What to produce: Reproduce exactly the lines below from the one containing "width:22px; height:22px; translate:-50%" through the one containing "translate:0 -50%; text-align:left", including both, and nothing else.

# # # # # # #

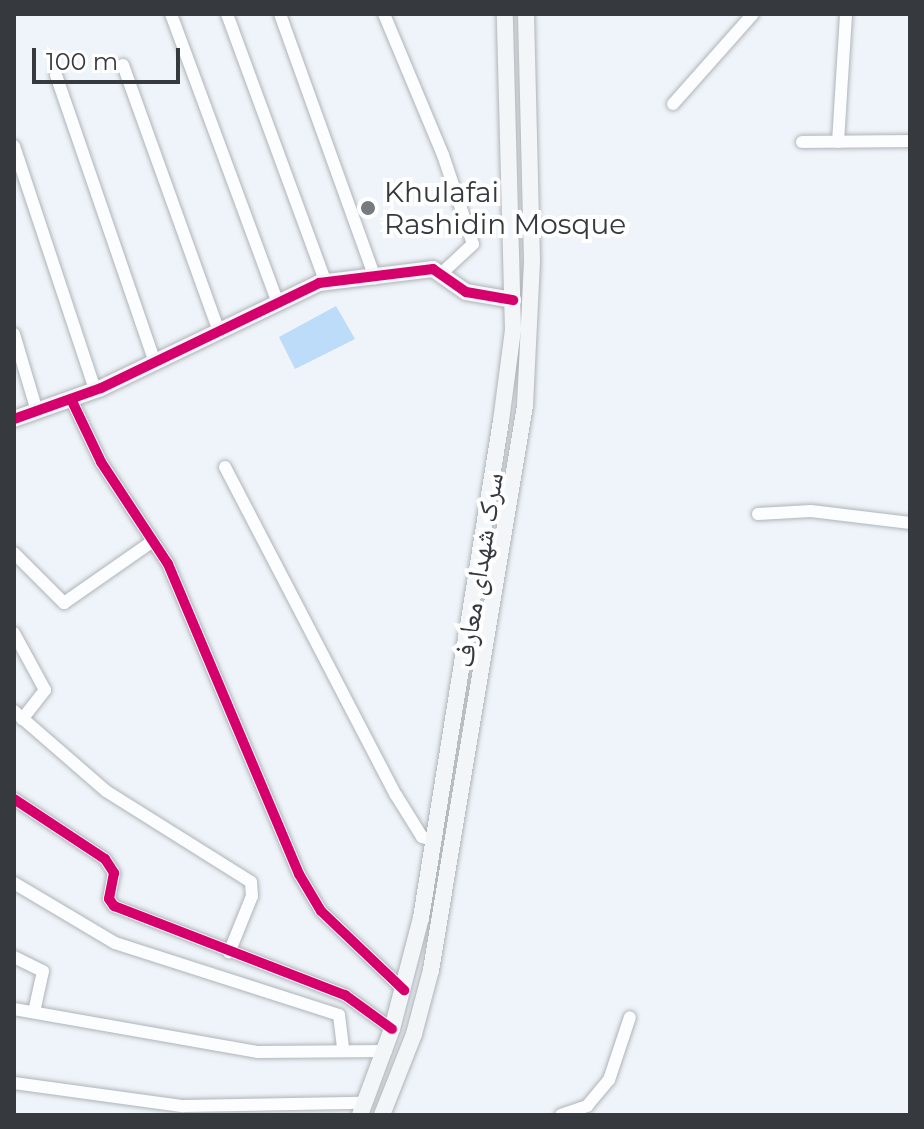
<!DOCTYPE html>
<html>
<head>
<meta charset="utf-8">
<style>
	body { margin:0 }
	#map { position:relative; width:924px; height:1129px; overflow:hidden; background:#eef4f9; font-family:Montserrat,"Noto Naskh Arabic",sans-serif }
	div>[style] { position:absolute }
	[style*='--x'] { left:calc(var(--x)*1px); top:calc(var(--y)*1px); width:calc(var(--w)*1px); rotate:calc(var(--a)*1deg) }
	.green>* { inset:0; background:#bcdcfa }
	.roads { filter:drop-shadow(0 0 2px #afb4b8) drop-shadow(0 0 2px #afb4b8) }
	.street>* { height:12px; margin:-6px; padding:0 6px; transform-origin:6px; border-radius:6px; background:#fcfdfe }
	.secondary>* { height:16px; margin:-8px; padding:0 8px; transform-origin:8px; border-radius:8px; background:#f3f6f8 }
	.cycleway>* { height:10px; margin:-5px; padding:0 5px; transform-origin:5px; border-radius:5px; background:#d6006c }
	.dots>* { width:22px; height:22px; translate:-50% -50%; box-sizing:border-box; border:4px solid #fff; border-radius:50% }
	span { translate:-50% -50%; white-space:nowrap; text-align:center; line-height:1.15; -webkit-text-stroke:8px #fff; paint-order:stroke }
	.poi-label { font-size:28px; color:#363a3e }
	.left { translate:0 -50%; text-align:left }
	.street-label { font-size:28px; color:#363a3e }
	.frame { position:absolute; inset:0; border:16px solid #363a3e; pointer-events:none }
	.scale { position:absolute; left:32px; top:48px; width:148px; height:36px; box-sizing:border-box; border:4px solid #363a3e; border-top:0; padding-left:10px; font-size:24px; line-height:28px; white-space:nowrap; color:#363a3e; -webkit-text-stroke:6px #fff; paint-order:stroke }
</style>
</head>
<body>
<div id="map">
	<div class="green">
		<div style="clip-path:polygon(336px 306px,355px 339px,295px 369px,279px 337px)"></div>
	</div>
	<div class="roads">
		<div class="street">
			<div style="--x:171;--y:14;--w:308;--a:69.7"></div>
			<div style="--x:227;--y:14;--w:287;--a:69.8"></div>
			<div style="--x:280;--y:14;--w:281;--a:70.2"></div>
			<div style="--x:384;--y:14;--w:153;--a:67.3"></div>
			<div style="--x:443;--y:155;--w:94;--a:71.4"></div>
			<div style="--x:473;--y:244;--w:42;--a:136.9"></div>
			<div style="--x:123;--y:65;--w:284;--a:70.2"></div>
			<div style="--x:56;--y:75;--w:304;--a:71"></div>
			<div style="--x:673;--y:104;--w:120;--a:-48.4"></div>
			<div style="--x:802;--y:142;--w:108;--a:-0.5"></div>
			<div style="--x:838;--y:142;--w:128;--a:-86.4"></div>
			<div style="--x:14;--y:146;--w:257;--a:71.6"></div>
			<div style="--x:14;--y:334;--w:80;--a:73.4"></div>
			<div style="--x:71;--y:399;--w:70;--a:64.5"></div>
			<div style="--x:101;--y:462;--w:122;--a:56.7"></div>
			<div style="--x:168;--y:564;--w:337;--a:67.1"></div>
			<div style="--x:299;--y:874;--w:43;--a:59.3"></div>
			<div style="--x:321;--y:911;--w:115;--a:43.6"></div>
			<div style="--x:225;--y:467;--w:370;--a:62.5"></div>
			<div style="--x:396;--y:795;--w:49;--a:58.2"></div>
			<div style="--x:422;--y:837;--w:11;--a:15"></div>
			<div style="--x:758;--y:514;--w:53;--a:-3.2"></div>
			<div style="--x:811;--y:511;--w:100;--a:6.9"></div>
			<div style="--x:14;--y:553;--w:71;--a:45"></div>
			<div style="--x:64;--y:603;--w:108;--a:-34.9"></div>
			<div style="--x:14;--y:633;--w:65;--a:61.5"></div>
			<div style="--x:45;--y:690;--w:37;--a:128"></div>
			<div style="--x:14;--y:711;--w:122;--a:41"></div>
			<div style="--x:106;--y:791;--w:171;--a:32.1"></div>
			<div style="--x:251;--y:882;--w:14;--a:86"></div>
			<div style="--x:252;--y:896;--w:61;--a:112"></div>
			<div style="--x:14;--y:799;--w:109;--a:33.4"></div>
			<div style="--x:105;--y:859;--w:17;--a:57"></div>
			<div style="--x:114;--y:873;--w:26;--a:101"></div>
			<div style="--x:109;--y:899;--w:9;--a:54"></div>
			<div style="--x:114;--y:906;--w:248;--a:21.1"></div>
			<div style="--x:345;--y:995;--w:58;--a:35.9"></div>
			<div style="--x:14;--y:883;--w:117;--a:30.7"></div>
			<div style="--x:115;--y:943;--w:235;--a:17.8"></div>
			<div style="--x:339;--y:1015;--w:34;--a:83"></div>
			<div style="--x:14;--y:957;--w:32;--a:26"></div>
			<div style="--x:43;--y:971;--w:42;--a:102.4"></div>
			<div style="--x:14;--y:1009;--w:248;--a:10"></div>
			<div style="--x:258;--y:1052;--w:128;--a:-0.4"></div>
			<div style="--x:14;--y:1083;--w:171;--a:7.8"></div>
			<div style="--x:183;--y:1106;--w:180;--a:-1"></div>
			<div style="--x:561;--y:1115;--w:28;--a:-19"></div>
			<div style="--x:587;--y:1106;--w:34;--a:-50"></div>
			<div style="--x:609;--y:1080;--w:66;--a:-71.6"></div>
		</div>
		<div class="secondary">
			<div style="--x:14;--y:419;--w:92;--a:-19.6"></div>
			<div style="--x:101;--y:388;--w:242;--a:-25.7"></div>
			<div style="--x:319;--y:283;--w:115;--a:-7"></div>
			<div style="--x:433;--y:269;--w:40;--a:34.9"></div>
			<div style="--x:466;--y:292;--w:48;--a:9.7"></div>
			<div style="--x:360;--y:1115;--w:92;--a:-69.6"></div>
			<div style="--x:392;--y:1029;--w:115;--a:-75.4"></div>
			<div style="--x:421;--y:918;--w:503;--a:-80.86"></div>
			<div style="--x:501;--y:421;--w:92;--a:-82.5"></div>
			<div style="--x:513;--y:330;--w:316;--a:-91.5"></div>
			<div style="--x:382;--y:1115;--w:87;--a:-68.4"></div>
			<div style="--x:414;--y:1034;--w:66;--a:-75.1"></div>
			<div style="--x:431;--y:970;--w:573;--a:-80.55"></div>
			<div style="--x:525;--y:405;--w:145;--a:-87.2"></div>
			<div style="--x:532;--y:260;--w:246;--a:-91.4"></div>
		</div>
	</div>
	<div class="cycleway">
		<div style="--x:71;--y:399;--w:70;--a:64.5"></div>
		<div style="--x:101;--y:462;--w:122;--a:56.7"></div>
		<div style="--x:168;--y:564;--w:337;--a:67.1"></div>
		<div style="--x:299;--y:874;--w:43;--a:59.3"></div>
		<div style="--x:321;--y:911;--w:115;--a:43.6"></div>
		<div style="--x:14;--y:419;--w:92;--a:-19.6"></div>
		<div style="--x:101;--y:388;--w:242;--a:-25.7"></div>
		<div style="--x:319;--y:283;--w:115;--a:-7"></div>
		<div style="--x:433;--y:269;--w:40;--a:34.9"></div>
		<div style="--x:466;--y:292;--w:48;--a:9.7"></div>
		<div style="--x:14;--y:799;--w:109;--a:33.4"></div>
		<div style="--x:105;--y:859;--w:17;--a:57"></div>
		<div style="--x:114;--y:873;--w:26;--a:101"></div>
		<div style="--x:109;--y:899;--w:9;--a:54"></div>
		<div style="--x:114;--y:906;--w:248;--a:21.1"></div>
		<div style="--x:345;--y:995;--w:58;--a:35.9"></div>
	</div>
	<div class="dots">
		<div style="left:368px;top:208px;background:#767b7f"></div>
	</div>
	<div class="poi-label">
		<span class="left" style="left:384px;top:208px">Khulafai<br>Rashidin Mosque</span>
	</div>
	<div class="street-label">
		<span style="left:478px;top:570px;rotate:-81deg">سرک شهدای معارف</span>
	</div>
	<div class="frame"></div>
	<div class="scale">100 m</div>
</div>
</body>
</html>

# # # # # # #

Written response:
	.dots>* { width:22px; height:22px; translate:-50% -50%; box-sizing:border-box; border:4px solid #fff; border-radius:50% }
	span { translate:-50% -50%; white-space:nowrap; text-align:center; line-height:1.15; -webkit-text-stroke:8px #fff; paint-order:stroke }
	.poi-label { font-size:28px; color:#363a3e }
	.left { translate:0 -50%; text-align:left }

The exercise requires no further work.